Monday, 24 June 2013
Private Members' Business
Australian Embassy in Hungary
This motion was moved by my colleague and neighbour Peter Slipper, the member for Fisher. It is something that we both feel very strongly about. We are in total agreement on this issue. There are issues on which we work together because we have neighbouring electorates. If it is good for our joint electorates, we cooperate—and we are doing that on this occasion.
In the fine print of last month's budget was the decision by this government to close the Australian embassy in the Hungarian capital of Budapest. Please do not mistake my highlighting of this issue simply as some sort of sentimentality about my family origins. From both a political and a diplomatic position, this official announcement within the budget is regrettably short-sighted.
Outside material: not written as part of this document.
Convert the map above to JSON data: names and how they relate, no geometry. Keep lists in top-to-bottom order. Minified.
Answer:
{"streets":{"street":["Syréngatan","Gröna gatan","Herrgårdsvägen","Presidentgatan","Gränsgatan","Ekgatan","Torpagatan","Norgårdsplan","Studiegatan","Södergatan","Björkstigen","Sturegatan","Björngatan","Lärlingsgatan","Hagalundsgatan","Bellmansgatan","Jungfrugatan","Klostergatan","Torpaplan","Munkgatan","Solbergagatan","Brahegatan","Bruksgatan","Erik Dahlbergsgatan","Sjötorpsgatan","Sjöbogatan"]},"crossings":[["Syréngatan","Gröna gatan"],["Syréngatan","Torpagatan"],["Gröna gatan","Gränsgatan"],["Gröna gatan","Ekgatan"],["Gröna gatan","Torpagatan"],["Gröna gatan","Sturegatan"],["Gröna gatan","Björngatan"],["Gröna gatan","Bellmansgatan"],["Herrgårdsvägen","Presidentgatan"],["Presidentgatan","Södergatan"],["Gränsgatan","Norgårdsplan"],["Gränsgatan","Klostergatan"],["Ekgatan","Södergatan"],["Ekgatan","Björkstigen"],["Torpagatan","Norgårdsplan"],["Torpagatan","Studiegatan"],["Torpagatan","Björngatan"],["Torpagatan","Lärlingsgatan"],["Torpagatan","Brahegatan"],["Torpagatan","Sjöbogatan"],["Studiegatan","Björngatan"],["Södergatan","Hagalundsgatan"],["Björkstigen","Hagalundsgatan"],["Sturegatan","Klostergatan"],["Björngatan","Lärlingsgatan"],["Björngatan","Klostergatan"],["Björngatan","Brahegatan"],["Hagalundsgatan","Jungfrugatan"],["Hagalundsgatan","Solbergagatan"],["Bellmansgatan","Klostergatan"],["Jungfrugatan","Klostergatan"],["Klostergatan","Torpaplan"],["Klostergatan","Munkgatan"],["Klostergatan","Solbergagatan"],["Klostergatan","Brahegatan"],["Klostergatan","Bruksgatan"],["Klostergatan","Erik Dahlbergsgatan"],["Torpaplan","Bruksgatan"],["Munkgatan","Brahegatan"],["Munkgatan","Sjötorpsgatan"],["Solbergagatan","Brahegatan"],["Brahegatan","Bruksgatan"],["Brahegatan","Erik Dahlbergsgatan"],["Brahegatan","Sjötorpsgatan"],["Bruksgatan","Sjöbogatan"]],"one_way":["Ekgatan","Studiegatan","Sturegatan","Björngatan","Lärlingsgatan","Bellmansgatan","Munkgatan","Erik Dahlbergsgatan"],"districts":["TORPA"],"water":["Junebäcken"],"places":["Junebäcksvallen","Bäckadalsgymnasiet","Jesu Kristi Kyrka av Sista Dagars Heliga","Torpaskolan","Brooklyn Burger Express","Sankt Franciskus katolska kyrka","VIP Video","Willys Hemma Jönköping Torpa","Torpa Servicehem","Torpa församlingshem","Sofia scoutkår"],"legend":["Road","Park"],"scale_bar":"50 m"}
Why the embassy in Hungary has been caught in this foreign affairs austerity net is baffling.
The bilateral relationship between Australia and Hungary has traditionally been very strong; it has a compelling track record of cooperation and commonality. Hungary visibly backed our nation's bid for a non-permanent seat on the United Nations Security Council, and Australia has reciprocated by supporting Hungary's candidature. These seemingly unpretentious but important diplomatic bonds, which build our shared international endeavours, should not be undervalued or misjudged. But our relationship on the global stage is much more extensive than most may realise. The paths of Australia and Hungary have also converged, as we have contributed to peace-building efforts in international communities, including Afghanistan. In the uncertainty and tumult of Syria, Hungary has provided consular assistance to our Australian citizens. The planned closure of the Australian embassy belies our enduring convivial association with Hungary.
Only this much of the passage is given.